Muy pronto la relación laboral comienza a traspasar las barreras de la amistad. Empieza a hacerte ciertas confidencias e incluso a revelarte aspectos de su vida algo delicados: problemas familiares, crisis con la novia, algún tema de salud sin importancia… tú, que no eres mucho de lamentarte, tratas de apoyarle en lo que puedes, y por eso no te parece mal cuando comienza a pedirte los primeros favores. Hoy por ti, mañana por mí.
Pero no. A esa persona le va más el hoy por mí, mañana por mí, y, pasado mañana, también. Te pregunta si te importaría quedarte hasta más tarde porque tiene que ir a ver a su abuela al hospital, pero una hora después sube a Facebook una foto tomando copas con los amiguetes. “Será de otro día”, piensas, ingenuo de ti, mientras rematas su parte del informe. Cuando se trata de trabajar en grupo con más compañeros parece que siempre lleva la voz cantante, que es el líder. Y así lo cree también vuestro jefe, que le adora. Cuando llegas a casa ha mandado varios correos y ha escrito en el grupo de Whatsapp, dando órdenes e interesándose por cómo lleváis vuestra parte del trabajo. Parece que haga mucho, pero realmente no hace nada. Y es ahí precisamente donde radica su hechizo.
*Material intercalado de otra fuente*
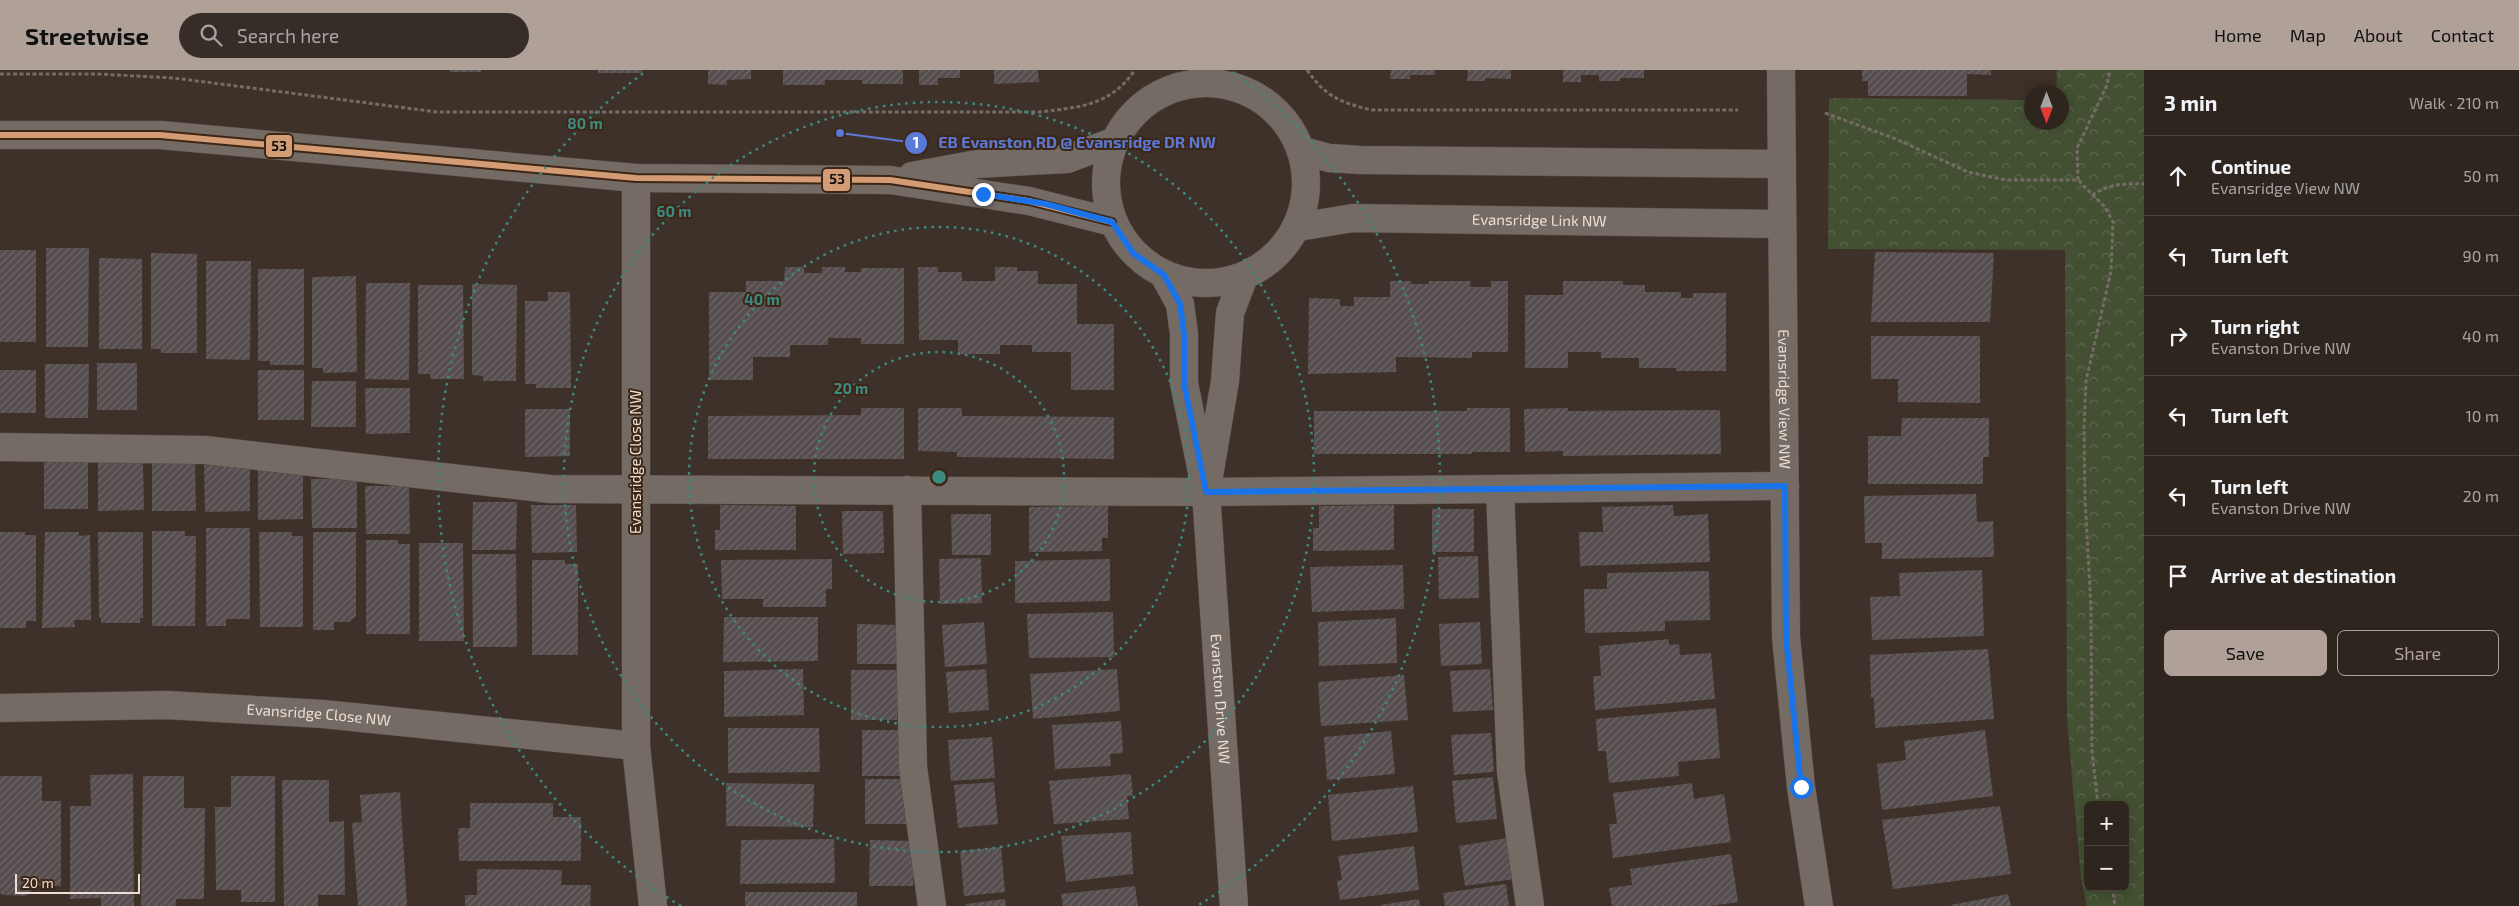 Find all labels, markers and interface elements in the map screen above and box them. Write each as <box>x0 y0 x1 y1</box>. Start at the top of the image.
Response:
search box <box>179 13 529 58</box>
text: Streetwise <box>25 21 149 50</box>
icon: search <box>197 21 225 49</box>
text: Search here <box>237 24 339 47</box>
text: Home <box>2214 24 2262 46</box>
text: Map <box>2290 24 2326 46</box>
text: About <box>2354 24 2403 46</box>
text: Contact <box>2431 24 2494 46</box>
north arrow <box>2024 85 2069 130</box>
text: 3 min <box>2164 90 2217 115</box>
text: Walk · 210 m <box>2409 93 2499 112</box>
text: 80 m <box>567 114 603 132</box>
callout: EB Evanston RD @ Evansridge DR NW <box>903 127 1226 158</box>
text: EB Evanston RD @ Evansridge DR NW <box>938 132 1216 151</box>
text: 1 <box>913 133 919 151</box>
line badge: 53 <box>265 134 293 158</box>
text: 53 <box>271 137 287 154</box>
text: Continue <box>2211 155 2291 178</box>
icon: ahead <box>2164 162 2192 190</box>
text: 50 m <box>2463 166 2499 185</box>
line badge: 53 <box>822 168 851 192</box>
text: 53 <box>829 170 845 187</box>
text: Evansridge View NW <box>2211 178 2360 197</box>
route end <box>972 183 995 206</box>
text: 60 m <box>657 202 691 220</box>
street label: Evansridge Link NW <box>1472 210 1607 230</box>
icon: left <box>2164 242 2192 270</box>
text: Turn left <box>2211 244 2288 267</box>
text: 90 m <box>2463 246 2499 265</box>
text: 40 m <box>744 290 780 308</box>
text: Turn right <box>2211 315 2299 338</box>
icon: right <box>2164 322 2192 350</box>
text: 40 m <box>2462 326 2499 345</box>
street label: Evansridge View NW <box>1775 329 1795 469</box>
text: Evanston Drive NW <box>2211 338 2351 357</box>
text: 20 m <box>834 379 868 397</box>
street label: Evansridge Close NW <box>626 390 644 534</box>
icon: left <box>2164 402 2192 430</box>
text: Turn left <box>2211 404 2288 427</box>
text: 10 m <box>2465 406 2499 425</box>
centre of rings <box>930 468 948 486</box>
text: Turn left <box>2211 475 2288 498</box>
icon: left <box>2164 482 2192 510</box>
text: 20 m <box>2463 486 2499 505</box>
text: Evanston Drive NW <box>2211 498 2351 517</box>
icon: arrive <box>2164 562 2192 590</box>
text: Arrive at destination <box>2211 564 2396 587</box>
button: Save <box>2164 630 2327 676</box>
button: Share <box>2337 630 2499 676</box>
street label: Evanston Drive NW <box>1208 633 1234 765</box>
street label: Evansridge Close NW <box>246 700 392 729</box>
route start <box>1790 776 1813 799</box>
map controls <box>2084 801 2129 891</box>
button: + <box>2084 801 2129 846</box>
button: − <box>2084 846 2129 891</box>
scale bar <box>15 871 140 894</box>
text: 20 m <box>22 874 54 891</box>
Y así, día tras día, te va vampirizando sin perder ni un segundo la sonrisa. En cuanto te des cuenta, aléjate. No literalmente; sabemos que en la oficina no hay mucho espacio para correr. Pero aléjate. Atrévete a comprobar si ese halo de amabilidad y simpatía continúa intacto cuando dejas de hacerle favores y de decir sí. Ponle a prueba pidiéndole algo tú. Y, cuando tus averiguaciones empíricas te permitan afirmar con total certeza que te encuentras ante una especie parasitaria, corta en seco.
No sufras por él; a estas alturas ya tendrá el ojo puesto en su siguiente víctima.